• _What is required_
What lines in the listing include "space"? Return a copy of each.

+--

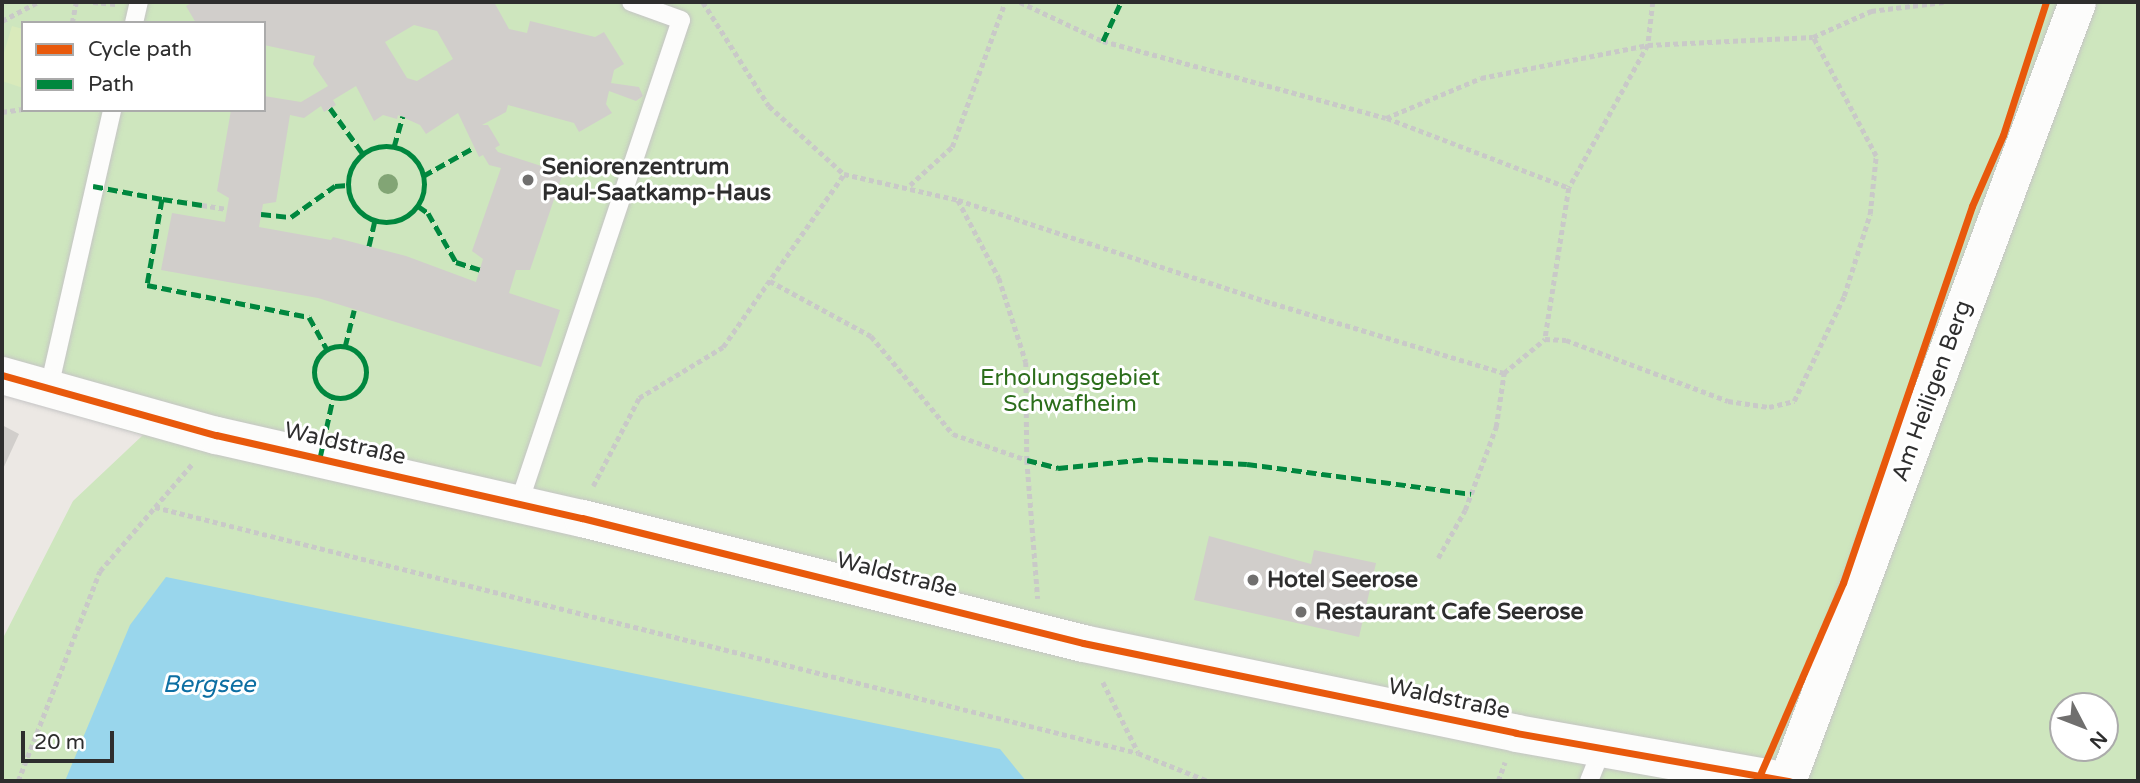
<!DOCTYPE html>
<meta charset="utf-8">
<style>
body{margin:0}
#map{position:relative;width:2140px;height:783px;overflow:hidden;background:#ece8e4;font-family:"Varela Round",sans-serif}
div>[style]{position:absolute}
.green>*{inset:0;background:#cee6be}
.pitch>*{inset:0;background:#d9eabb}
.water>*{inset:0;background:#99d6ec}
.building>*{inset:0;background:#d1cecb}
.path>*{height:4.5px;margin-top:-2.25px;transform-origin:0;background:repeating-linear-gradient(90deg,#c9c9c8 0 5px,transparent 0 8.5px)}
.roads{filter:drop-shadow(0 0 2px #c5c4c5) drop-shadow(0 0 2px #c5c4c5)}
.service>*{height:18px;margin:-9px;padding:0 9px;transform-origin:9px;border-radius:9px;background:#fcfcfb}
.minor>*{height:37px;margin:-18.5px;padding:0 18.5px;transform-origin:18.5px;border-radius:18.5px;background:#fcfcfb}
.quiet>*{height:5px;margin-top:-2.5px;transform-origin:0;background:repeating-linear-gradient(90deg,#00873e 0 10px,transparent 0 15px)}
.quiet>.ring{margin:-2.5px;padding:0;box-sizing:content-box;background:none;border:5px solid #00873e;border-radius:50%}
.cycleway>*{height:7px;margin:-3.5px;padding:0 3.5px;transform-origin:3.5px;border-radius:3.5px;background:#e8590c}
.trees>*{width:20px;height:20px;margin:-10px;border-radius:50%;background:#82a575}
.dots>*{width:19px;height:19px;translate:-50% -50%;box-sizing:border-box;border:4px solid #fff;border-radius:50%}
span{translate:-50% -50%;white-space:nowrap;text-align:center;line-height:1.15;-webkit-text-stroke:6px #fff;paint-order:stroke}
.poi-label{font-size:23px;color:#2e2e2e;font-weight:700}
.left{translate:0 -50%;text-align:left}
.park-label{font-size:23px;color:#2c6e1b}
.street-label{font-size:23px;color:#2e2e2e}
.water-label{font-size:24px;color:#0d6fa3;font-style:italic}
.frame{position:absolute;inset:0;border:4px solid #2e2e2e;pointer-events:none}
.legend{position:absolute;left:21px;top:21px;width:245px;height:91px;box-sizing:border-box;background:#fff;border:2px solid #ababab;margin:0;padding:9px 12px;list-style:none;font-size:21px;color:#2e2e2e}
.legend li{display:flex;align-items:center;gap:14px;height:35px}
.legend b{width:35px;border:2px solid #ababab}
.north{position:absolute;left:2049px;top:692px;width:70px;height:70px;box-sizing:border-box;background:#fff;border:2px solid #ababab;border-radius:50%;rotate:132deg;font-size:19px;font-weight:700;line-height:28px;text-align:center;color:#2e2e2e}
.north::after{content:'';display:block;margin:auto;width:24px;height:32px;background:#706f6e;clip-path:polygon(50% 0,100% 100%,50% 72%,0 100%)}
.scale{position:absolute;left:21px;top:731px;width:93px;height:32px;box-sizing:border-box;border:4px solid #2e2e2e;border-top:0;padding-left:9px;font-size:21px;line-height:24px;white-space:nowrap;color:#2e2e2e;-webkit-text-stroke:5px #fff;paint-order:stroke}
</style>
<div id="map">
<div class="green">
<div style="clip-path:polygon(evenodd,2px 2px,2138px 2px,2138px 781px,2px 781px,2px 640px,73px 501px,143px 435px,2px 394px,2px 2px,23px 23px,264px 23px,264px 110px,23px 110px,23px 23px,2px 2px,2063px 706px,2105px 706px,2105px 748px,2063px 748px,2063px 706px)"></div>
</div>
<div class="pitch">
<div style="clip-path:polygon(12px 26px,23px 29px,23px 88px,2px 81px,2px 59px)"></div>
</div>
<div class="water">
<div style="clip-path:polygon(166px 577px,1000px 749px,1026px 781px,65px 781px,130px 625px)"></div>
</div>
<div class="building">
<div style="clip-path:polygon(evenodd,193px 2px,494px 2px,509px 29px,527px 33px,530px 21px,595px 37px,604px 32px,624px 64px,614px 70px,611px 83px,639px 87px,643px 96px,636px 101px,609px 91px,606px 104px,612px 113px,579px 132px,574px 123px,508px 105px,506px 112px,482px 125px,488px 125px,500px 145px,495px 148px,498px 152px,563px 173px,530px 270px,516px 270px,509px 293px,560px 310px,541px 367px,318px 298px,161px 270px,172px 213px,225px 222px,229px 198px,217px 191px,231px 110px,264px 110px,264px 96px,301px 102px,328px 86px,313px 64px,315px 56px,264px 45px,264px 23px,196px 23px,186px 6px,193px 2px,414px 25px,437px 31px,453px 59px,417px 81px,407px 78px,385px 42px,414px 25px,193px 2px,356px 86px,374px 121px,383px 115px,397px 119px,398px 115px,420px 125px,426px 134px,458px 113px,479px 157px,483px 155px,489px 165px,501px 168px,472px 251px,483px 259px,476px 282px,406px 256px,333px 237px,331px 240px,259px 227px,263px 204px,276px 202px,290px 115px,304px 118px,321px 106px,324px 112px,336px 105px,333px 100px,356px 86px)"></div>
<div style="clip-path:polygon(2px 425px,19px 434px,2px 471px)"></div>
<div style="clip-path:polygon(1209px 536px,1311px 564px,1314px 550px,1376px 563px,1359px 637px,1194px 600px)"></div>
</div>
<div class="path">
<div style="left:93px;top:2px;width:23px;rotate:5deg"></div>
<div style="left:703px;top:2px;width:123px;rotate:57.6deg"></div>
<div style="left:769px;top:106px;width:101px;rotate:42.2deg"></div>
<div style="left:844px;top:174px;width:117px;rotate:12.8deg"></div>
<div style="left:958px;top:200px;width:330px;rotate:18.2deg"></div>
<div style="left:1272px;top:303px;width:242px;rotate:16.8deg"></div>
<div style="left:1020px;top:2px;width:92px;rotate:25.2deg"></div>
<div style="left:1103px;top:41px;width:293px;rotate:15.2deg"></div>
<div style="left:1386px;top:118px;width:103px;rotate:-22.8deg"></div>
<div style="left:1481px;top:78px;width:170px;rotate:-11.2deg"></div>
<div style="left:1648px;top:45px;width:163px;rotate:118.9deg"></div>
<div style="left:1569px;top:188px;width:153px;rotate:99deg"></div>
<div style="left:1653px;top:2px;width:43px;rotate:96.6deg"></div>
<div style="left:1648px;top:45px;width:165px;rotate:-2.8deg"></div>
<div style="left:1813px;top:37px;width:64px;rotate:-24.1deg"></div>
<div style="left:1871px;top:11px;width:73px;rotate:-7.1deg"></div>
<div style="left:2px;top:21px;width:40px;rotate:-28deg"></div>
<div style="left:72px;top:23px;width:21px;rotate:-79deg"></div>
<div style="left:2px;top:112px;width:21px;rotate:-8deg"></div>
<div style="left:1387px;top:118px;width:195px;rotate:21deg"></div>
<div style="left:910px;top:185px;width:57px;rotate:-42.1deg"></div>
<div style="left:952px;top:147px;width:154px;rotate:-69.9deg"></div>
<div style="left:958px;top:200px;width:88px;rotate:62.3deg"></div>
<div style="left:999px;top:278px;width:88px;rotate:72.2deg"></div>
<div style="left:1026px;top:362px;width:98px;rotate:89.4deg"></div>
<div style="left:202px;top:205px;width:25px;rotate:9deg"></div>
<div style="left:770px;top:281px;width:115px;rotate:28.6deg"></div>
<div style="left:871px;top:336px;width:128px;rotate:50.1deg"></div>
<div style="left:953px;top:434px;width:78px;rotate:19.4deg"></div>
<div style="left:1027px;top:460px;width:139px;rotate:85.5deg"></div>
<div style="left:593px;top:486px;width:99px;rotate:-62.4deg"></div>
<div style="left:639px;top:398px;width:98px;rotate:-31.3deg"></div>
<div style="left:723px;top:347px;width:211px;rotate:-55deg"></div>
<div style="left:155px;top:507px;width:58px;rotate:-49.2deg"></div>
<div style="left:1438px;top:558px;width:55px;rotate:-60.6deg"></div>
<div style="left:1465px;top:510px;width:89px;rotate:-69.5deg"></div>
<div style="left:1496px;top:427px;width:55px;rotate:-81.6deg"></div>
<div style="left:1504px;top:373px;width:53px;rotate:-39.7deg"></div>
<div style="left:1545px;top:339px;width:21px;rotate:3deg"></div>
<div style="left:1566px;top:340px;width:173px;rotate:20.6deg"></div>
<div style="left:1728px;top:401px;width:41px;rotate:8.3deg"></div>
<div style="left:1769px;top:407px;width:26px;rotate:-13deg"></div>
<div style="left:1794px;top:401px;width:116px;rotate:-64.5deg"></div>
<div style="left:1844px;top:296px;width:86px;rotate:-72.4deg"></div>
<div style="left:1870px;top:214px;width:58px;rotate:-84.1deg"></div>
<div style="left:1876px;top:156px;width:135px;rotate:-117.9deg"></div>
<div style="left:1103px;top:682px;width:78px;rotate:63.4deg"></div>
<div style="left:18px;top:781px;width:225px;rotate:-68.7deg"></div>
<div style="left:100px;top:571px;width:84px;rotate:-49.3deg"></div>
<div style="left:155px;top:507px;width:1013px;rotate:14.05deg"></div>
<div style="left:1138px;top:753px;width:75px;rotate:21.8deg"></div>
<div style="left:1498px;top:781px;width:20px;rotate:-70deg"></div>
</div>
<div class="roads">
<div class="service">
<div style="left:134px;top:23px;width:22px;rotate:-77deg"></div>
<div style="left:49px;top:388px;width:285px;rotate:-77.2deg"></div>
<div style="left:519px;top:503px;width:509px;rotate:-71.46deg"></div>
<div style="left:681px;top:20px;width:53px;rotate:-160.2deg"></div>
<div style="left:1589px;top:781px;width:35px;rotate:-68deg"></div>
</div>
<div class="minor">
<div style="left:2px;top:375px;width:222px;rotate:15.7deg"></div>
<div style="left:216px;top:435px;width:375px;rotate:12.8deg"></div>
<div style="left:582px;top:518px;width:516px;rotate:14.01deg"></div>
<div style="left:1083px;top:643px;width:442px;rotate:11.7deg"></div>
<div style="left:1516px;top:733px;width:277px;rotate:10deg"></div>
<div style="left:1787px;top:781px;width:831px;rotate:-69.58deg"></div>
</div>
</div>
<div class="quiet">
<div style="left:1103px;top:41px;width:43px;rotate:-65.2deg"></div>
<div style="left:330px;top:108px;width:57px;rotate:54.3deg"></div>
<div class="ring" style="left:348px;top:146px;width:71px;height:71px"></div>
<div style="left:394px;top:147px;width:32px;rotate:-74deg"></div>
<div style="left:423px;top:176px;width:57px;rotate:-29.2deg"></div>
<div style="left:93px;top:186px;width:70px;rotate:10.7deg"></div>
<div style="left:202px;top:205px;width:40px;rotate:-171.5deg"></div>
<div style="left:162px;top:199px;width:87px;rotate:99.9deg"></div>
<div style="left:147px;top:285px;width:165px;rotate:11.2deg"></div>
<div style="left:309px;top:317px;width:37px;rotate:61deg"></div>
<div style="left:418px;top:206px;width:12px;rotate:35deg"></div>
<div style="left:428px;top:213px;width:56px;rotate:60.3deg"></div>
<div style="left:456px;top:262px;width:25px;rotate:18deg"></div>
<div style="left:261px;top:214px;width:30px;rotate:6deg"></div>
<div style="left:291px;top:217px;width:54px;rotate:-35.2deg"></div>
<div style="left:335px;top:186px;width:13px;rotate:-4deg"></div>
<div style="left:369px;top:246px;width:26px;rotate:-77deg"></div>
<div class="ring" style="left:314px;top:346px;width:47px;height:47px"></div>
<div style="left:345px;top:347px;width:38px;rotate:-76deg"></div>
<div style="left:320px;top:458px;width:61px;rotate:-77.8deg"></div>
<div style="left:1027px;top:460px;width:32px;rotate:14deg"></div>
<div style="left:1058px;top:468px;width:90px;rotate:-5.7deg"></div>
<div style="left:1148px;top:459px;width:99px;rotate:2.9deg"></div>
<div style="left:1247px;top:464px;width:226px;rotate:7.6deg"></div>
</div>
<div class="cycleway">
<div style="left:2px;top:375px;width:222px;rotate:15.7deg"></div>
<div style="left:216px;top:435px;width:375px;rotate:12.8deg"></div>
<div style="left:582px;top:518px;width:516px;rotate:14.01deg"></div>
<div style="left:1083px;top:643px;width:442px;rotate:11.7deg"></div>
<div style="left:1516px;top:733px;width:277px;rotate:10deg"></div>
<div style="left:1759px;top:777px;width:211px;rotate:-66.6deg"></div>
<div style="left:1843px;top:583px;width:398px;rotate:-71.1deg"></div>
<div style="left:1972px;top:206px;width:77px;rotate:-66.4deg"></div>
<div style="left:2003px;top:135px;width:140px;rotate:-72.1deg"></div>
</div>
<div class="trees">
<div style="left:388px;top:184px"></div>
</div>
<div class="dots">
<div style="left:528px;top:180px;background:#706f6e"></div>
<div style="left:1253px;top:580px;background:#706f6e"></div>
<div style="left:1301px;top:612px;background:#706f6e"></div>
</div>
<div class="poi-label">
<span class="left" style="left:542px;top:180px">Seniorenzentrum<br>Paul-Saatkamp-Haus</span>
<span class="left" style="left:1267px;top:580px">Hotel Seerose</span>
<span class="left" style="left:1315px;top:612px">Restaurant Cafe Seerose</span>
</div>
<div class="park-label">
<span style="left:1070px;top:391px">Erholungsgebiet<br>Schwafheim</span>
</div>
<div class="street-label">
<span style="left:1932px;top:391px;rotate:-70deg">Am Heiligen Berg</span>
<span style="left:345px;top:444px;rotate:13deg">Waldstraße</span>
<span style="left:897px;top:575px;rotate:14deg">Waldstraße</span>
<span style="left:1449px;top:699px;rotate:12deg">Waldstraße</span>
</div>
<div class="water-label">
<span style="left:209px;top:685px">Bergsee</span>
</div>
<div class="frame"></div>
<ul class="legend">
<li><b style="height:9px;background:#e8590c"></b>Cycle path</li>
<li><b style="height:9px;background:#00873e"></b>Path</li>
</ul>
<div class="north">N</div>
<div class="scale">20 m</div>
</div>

+--

• _Finished exercise_
span{translate:-50% -50%;white-space:nowrap;text-align:center;line-height:1.15;-webkit-text-stroke:6px #fff;paint-order:stroke}
.scale{position:absolute;left:21px;top:731px;width:93px;height:32px;box-sizing:border-box;border:4px solid #2e2e2e;border-top:0;padding-left:9px;font-size:21px;line-height:24px;white-space:nowrap;color:#2e2e2e;-webkit-text-stroke:5px #fff;paint-order:stroke}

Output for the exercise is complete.